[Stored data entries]
============================================================
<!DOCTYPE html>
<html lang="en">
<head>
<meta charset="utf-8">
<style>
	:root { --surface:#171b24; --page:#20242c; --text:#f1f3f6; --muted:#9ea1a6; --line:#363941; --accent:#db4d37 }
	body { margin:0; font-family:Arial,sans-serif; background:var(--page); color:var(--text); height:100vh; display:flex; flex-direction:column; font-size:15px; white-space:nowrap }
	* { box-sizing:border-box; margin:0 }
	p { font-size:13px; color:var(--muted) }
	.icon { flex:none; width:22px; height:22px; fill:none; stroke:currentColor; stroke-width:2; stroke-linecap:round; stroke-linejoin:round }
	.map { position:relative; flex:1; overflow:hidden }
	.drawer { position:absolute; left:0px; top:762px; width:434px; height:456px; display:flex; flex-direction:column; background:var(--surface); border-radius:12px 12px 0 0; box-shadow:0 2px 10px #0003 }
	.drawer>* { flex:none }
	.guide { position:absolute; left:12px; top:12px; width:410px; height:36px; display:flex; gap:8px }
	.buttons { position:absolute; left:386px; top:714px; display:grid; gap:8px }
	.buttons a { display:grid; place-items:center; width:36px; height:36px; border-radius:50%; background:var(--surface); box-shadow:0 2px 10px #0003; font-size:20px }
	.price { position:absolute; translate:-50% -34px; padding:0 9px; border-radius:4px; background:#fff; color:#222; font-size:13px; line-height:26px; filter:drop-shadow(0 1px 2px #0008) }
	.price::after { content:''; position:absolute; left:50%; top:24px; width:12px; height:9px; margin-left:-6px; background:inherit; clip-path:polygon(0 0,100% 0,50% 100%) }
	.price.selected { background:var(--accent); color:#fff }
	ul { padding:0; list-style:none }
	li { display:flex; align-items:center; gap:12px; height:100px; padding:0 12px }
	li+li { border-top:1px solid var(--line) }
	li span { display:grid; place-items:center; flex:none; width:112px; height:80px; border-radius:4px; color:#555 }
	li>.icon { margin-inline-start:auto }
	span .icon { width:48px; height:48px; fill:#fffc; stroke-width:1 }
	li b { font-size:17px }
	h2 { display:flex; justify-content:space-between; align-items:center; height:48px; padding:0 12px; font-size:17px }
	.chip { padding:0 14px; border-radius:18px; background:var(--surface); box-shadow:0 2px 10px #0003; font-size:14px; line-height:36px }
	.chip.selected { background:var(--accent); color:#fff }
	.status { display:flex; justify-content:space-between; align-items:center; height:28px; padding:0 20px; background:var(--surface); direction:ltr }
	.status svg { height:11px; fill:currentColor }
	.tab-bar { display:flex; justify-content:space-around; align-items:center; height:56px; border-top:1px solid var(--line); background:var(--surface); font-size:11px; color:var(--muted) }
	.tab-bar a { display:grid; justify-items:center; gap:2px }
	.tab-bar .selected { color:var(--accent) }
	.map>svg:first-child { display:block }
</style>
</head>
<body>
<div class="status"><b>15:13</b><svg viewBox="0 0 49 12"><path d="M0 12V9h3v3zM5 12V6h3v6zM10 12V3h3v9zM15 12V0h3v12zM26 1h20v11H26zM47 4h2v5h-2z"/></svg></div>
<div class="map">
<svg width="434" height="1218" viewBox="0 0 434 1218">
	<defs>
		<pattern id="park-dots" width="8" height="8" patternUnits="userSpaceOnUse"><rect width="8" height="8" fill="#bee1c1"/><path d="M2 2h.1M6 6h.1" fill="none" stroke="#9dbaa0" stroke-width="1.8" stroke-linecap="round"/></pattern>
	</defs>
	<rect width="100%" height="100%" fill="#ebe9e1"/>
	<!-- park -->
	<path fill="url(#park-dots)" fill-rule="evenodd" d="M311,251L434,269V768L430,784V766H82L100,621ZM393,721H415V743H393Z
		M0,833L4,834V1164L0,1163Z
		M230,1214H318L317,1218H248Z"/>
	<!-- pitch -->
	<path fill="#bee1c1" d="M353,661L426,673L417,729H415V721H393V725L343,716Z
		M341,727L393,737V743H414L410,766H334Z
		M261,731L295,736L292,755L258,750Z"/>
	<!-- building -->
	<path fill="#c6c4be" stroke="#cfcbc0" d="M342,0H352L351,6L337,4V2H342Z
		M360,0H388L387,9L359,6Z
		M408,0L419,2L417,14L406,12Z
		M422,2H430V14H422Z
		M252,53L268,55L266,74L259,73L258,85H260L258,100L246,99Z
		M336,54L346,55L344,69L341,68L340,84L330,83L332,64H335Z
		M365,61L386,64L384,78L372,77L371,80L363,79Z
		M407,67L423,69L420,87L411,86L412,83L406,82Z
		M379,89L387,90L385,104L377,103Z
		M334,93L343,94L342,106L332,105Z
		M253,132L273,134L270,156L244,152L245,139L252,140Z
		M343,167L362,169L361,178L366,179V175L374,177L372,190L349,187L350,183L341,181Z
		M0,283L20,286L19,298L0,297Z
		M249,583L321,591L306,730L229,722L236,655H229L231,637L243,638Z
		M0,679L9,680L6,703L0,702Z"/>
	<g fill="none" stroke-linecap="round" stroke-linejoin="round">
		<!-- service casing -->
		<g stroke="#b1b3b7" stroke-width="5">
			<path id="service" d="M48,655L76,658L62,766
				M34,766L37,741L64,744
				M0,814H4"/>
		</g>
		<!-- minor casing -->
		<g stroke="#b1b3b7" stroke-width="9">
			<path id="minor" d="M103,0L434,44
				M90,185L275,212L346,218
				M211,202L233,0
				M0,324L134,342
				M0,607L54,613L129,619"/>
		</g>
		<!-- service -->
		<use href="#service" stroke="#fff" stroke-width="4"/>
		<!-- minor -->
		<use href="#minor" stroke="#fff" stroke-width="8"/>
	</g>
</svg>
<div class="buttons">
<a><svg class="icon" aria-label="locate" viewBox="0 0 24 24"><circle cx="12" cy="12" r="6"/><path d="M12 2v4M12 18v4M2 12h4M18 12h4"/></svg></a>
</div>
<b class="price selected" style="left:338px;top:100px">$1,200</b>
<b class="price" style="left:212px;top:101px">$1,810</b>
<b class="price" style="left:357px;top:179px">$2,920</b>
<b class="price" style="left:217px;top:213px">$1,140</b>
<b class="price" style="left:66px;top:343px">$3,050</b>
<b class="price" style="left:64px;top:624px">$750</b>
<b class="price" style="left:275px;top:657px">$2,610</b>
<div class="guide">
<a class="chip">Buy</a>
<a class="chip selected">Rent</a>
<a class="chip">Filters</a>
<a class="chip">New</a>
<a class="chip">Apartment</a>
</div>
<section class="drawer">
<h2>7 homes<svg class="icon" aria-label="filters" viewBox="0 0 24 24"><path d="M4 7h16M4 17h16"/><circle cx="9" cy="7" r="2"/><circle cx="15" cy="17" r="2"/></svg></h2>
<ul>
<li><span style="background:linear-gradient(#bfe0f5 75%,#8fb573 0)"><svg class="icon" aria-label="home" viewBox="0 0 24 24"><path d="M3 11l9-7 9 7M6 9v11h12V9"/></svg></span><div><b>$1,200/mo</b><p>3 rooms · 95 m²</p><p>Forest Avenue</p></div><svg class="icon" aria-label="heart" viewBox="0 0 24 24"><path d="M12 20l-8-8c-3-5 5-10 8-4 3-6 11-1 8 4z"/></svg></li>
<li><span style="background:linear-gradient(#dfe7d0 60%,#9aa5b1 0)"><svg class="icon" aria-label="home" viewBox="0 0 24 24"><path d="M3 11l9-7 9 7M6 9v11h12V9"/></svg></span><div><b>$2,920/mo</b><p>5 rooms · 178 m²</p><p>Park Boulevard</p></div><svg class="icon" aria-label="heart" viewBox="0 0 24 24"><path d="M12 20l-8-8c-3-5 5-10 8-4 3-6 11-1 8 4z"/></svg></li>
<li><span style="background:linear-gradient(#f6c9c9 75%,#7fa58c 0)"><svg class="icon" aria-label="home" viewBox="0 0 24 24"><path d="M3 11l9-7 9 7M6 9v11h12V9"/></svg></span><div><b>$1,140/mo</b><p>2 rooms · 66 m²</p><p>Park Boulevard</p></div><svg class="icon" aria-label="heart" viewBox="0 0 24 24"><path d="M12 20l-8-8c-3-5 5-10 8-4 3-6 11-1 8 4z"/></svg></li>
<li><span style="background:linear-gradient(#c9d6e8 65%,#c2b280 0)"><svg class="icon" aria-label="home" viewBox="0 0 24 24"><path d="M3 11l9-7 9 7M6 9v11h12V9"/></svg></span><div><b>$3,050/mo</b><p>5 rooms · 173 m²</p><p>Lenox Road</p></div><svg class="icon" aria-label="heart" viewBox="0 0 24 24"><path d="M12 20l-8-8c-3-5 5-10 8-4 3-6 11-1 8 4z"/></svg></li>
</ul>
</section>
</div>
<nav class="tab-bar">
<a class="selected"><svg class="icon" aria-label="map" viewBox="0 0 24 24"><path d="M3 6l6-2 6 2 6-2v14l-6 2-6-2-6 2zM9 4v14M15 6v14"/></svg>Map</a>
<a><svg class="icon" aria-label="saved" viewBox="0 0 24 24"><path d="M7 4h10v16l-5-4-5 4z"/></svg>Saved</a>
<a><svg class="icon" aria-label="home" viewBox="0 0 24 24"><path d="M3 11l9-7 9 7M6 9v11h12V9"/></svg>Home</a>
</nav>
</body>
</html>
============================================================
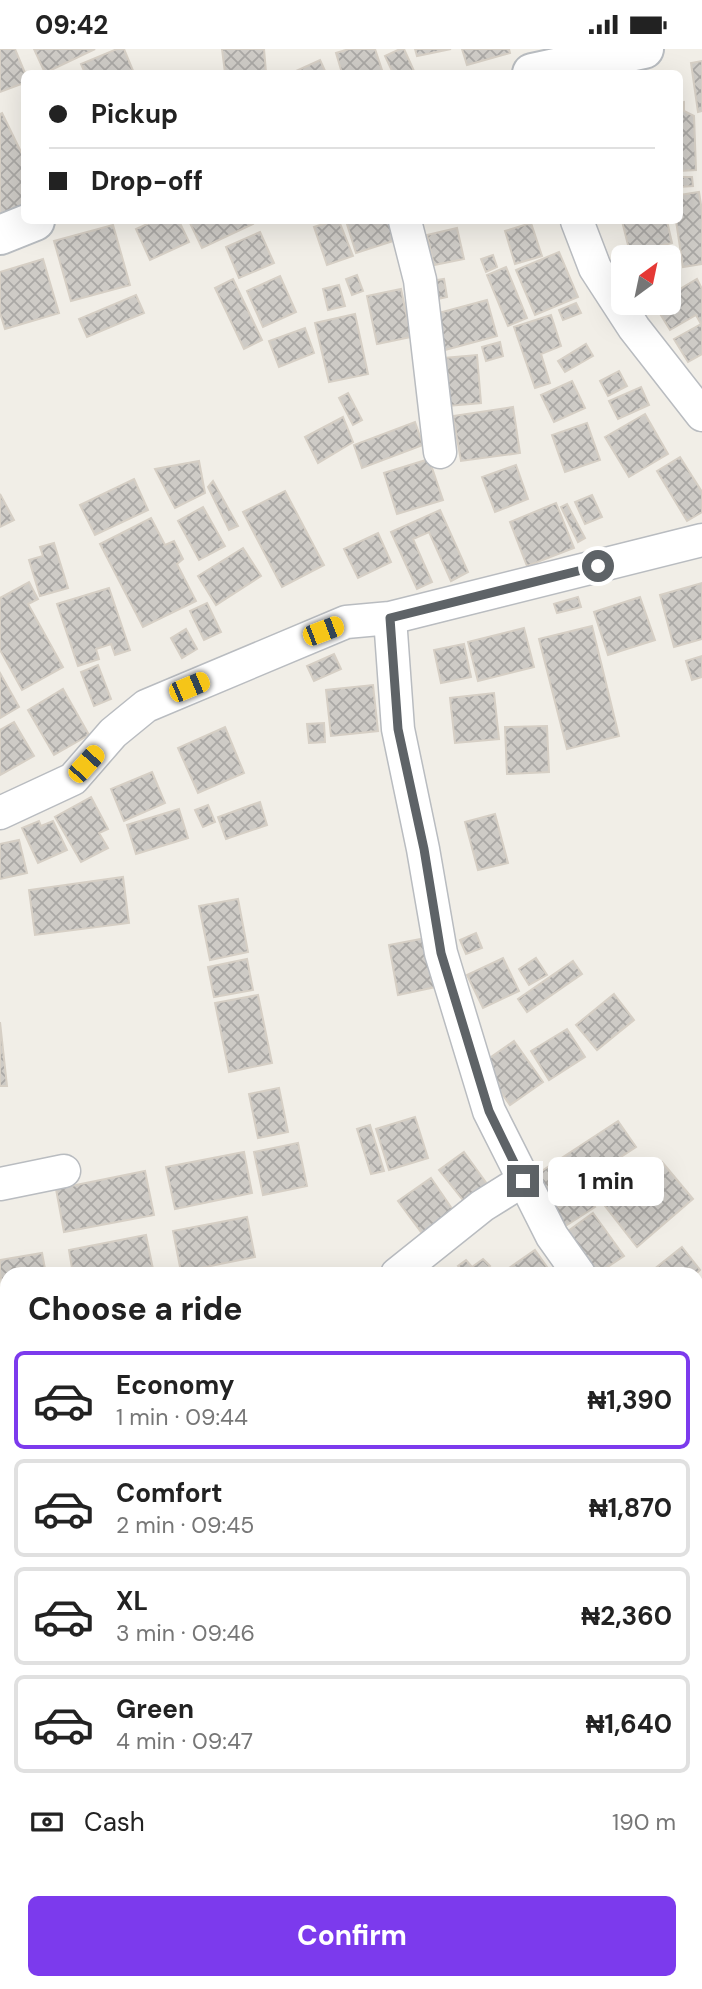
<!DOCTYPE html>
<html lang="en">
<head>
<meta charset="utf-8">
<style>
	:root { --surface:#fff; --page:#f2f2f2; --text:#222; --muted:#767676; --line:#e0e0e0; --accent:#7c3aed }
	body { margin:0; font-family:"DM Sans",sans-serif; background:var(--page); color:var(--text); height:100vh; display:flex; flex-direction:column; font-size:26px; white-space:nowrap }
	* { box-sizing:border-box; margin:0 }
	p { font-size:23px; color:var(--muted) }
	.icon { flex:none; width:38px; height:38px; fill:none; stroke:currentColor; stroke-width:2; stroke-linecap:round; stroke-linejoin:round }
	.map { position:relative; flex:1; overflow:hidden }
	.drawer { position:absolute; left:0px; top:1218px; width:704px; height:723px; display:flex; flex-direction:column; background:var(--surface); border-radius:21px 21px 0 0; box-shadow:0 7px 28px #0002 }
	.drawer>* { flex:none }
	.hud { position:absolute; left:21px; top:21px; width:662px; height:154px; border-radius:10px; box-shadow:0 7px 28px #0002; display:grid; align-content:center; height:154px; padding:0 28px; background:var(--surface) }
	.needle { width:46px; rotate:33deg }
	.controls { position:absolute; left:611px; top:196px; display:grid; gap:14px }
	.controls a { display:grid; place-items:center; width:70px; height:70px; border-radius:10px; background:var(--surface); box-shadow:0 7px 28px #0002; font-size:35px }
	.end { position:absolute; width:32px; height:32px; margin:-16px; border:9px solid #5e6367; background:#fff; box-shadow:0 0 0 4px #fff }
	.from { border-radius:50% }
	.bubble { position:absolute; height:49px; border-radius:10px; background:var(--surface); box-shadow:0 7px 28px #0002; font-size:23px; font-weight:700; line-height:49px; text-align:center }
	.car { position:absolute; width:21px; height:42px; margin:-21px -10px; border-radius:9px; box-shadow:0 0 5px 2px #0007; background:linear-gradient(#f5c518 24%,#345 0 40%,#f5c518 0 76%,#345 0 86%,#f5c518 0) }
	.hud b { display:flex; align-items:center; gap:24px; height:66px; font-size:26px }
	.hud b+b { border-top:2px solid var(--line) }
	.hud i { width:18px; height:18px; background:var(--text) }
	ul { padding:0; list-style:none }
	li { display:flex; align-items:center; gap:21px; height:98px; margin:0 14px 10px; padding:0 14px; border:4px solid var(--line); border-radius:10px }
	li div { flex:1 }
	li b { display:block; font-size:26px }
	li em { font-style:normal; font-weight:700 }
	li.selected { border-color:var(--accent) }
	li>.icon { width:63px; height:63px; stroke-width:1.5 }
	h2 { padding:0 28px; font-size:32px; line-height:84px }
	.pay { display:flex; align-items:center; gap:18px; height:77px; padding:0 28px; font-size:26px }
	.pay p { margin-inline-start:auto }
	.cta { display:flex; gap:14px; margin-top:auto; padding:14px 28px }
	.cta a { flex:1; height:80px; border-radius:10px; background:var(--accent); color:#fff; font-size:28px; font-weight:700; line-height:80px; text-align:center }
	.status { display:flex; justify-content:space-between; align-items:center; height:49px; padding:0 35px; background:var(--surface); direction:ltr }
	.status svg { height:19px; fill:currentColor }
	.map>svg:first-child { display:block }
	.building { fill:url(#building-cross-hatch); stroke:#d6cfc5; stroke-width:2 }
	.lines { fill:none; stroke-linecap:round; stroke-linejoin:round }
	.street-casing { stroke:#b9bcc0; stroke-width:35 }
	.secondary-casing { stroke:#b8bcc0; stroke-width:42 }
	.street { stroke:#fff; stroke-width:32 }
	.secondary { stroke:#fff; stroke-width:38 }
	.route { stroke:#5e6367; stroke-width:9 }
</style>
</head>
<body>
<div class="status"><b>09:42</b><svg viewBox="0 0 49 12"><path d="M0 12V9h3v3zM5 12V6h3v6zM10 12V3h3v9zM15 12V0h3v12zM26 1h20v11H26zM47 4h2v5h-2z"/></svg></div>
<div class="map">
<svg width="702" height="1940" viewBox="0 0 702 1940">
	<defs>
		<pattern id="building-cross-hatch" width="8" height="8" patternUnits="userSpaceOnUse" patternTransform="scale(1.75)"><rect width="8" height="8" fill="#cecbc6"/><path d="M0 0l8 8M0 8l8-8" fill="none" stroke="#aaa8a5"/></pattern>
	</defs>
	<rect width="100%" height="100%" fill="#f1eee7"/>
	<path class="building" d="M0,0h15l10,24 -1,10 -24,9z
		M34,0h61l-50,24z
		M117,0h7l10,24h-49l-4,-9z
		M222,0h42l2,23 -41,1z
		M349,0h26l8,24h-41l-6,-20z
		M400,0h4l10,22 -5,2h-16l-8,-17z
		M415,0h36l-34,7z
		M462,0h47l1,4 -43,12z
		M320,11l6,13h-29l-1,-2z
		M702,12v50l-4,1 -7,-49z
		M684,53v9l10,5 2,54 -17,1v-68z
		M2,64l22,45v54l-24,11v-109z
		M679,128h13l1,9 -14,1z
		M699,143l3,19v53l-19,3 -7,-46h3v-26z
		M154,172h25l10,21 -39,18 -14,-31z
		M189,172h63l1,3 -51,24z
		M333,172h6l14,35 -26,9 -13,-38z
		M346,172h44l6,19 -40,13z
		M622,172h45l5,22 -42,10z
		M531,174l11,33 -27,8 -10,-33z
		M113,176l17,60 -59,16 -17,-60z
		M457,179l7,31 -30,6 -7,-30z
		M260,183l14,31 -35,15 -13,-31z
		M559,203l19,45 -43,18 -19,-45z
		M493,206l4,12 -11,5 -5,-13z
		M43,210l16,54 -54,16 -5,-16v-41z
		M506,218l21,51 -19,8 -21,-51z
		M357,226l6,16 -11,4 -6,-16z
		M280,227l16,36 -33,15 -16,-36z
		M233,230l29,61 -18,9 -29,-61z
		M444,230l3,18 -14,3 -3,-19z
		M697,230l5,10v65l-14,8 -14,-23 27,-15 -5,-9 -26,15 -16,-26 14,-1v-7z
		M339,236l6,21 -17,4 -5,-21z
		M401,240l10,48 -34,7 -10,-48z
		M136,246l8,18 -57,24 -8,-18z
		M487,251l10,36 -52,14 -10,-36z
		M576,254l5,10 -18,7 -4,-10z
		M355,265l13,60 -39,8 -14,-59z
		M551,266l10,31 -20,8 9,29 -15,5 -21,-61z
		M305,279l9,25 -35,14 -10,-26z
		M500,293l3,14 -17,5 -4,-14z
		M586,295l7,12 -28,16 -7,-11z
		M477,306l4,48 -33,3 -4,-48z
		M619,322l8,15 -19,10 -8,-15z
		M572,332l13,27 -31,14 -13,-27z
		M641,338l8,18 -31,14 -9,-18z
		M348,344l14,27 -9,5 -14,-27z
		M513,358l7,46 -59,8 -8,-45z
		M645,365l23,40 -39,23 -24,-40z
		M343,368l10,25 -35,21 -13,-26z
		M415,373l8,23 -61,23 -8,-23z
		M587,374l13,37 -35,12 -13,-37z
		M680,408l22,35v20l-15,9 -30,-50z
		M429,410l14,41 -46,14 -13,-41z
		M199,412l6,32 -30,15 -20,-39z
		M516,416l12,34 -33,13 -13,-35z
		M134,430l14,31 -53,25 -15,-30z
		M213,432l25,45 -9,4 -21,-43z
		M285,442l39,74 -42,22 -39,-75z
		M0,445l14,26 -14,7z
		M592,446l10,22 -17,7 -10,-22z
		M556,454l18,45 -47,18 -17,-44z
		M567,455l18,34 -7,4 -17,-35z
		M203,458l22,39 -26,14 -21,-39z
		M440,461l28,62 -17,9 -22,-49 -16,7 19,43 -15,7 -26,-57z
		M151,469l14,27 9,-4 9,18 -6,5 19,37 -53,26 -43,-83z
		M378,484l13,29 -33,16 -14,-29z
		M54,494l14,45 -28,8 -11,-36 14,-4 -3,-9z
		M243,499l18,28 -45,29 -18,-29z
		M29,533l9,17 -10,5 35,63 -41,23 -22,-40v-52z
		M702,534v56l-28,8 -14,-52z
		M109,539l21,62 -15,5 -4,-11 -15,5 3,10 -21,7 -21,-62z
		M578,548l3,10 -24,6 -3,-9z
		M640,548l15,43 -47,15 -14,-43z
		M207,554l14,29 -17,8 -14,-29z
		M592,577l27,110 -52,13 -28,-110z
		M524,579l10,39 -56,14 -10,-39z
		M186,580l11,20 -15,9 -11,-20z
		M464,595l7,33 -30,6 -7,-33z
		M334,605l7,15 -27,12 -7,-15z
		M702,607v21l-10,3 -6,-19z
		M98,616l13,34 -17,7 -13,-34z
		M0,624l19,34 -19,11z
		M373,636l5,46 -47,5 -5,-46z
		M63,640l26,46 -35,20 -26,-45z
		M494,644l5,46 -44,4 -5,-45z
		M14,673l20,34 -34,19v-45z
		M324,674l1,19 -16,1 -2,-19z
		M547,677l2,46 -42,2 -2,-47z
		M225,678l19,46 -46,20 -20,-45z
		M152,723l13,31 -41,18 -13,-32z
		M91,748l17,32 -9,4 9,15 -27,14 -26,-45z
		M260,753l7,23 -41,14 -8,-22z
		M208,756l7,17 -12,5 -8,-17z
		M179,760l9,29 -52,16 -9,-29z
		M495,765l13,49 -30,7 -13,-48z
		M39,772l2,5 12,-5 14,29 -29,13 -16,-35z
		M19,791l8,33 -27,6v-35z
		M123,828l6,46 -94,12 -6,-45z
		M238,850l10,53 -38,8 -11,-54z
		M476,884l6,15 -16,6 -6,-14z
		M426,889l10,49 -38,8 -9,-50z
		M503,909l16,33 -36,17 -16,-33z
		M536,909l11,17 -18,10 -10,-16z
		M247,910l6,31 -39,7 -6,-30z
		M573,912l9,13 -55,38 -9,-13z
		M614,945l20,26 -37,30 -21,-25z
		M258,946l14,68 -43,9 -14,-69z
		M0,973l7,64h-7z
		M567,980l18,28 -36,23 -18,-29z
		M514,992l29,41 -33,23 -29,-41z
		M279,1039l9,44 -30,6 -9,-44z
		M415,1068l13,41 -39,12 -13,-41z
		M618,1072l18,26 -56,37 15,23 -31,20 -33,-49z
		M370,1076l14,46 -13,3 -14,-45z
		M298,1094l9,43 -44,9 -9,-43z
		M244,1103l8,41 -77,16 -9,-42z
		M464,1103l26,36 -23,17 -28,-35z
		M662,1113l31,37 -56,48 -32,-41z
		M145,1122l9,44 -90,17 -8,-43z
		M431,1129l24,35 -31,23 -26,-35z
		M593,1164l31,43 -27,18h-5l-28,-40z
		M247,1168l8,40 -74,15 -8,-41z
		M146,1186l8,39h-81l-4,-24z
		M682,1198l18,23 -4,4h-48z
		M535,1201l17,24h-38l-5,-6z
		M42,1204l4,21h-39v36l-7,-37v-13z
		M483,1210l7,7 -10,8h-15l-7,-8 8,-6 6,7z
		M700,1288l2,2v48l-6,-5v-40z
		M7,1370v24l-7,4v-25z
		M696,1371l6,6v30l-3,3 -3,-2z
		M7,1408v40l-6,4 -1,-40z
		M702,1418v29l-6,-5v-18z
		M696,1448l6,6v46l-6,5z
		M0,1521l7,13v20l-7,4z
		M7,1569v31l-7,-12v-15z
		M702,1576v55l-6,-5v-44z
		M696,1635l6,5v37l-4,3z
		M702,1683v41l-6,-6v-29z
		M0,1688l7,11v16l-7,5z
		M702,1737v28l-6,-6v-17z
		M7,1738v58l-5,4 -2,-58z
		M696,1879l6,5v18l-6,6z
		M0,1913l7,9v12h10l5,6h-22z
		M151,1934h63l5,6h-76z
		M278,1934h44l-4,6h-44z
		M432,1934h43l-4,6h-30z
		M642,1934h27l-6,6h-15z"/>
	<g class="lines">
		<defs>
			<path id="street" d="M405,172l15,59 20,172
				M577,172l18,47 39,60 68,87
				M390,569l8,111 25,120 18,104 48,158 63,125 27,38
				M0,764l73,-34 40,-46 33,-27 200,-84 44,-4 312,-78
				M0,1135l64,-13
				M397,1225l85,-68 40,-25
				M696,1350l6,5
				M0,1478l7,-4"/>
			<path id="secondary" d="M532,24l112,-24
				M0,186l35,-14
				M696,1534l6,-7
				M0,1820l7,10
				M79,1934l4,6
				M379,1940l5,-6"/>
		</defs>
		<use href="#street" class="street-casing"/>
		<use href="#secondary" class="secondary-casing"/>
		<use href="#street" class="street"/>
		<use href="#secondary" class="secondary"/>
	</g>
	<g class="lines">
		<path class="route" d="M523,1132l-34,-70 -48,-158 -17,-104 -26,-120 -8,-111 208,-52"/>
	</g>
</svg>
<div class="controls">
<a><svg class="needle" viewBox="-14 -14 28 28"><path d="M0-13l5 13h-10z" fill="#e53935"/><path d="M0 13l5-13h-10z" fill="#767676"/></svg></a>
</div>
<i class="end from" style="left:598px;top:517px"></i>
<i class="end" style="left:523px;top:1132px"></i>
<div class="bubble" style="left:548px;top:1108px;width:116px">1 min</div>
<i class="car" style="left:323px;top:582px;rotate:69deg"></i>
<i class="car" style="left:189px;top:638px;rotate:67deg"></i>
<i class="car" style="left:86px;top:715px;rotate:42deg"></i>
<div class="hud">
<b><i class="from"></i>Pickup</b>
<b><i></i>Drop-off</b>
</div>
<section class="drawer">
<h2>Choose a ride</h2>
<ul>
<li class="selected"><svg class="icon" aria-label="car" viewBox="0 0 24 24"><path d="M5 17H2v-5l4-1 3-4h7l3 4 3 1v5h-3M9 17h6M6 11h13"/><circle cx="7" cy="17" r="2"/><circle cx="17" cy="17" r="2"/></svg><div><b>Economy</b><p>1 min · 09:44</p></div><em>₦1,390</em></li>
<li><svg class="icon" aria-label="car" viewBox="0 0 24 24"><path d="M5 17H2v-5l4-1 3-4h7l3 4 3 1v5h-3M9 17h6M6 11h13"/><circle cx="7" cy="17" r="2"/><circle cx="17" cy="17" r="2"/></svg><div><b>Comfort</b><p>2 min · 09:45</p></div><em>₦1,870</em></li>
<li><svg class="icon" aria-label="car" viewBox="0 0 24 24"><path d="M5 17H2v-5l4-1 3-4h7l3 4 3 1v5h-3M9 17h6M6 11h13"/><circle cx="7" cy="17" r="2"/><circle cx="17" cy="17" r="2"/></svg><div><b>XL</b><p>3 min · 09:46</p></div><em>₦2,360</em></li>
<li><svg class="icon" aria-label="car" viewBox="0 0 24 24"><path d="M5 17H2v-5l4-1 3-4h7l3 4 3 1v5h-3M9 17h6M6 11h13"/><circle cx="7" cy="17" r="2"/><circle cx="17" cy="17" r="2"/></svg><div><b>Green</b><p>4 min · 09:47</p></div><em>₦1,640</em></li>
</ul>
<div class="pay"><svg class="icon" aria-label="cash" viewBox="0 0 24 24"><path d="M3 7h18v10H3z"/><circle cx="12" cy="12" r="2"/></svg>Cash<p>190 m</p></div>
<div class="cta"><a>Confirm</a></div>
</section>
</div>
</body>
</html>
============================================================
Using the entries above, copy out all lines that contain the string "buttons".

	.buttons { position:absolute; left:386px; top:714px; display:grid; gap:8px }
	.buttons a { display:grid; place-items:center; width:36px; height:36px; border-radius:50%; background:var(--surface); box-shadow:0 2px 10px #0003; font-size:20px }
<div class="buttons">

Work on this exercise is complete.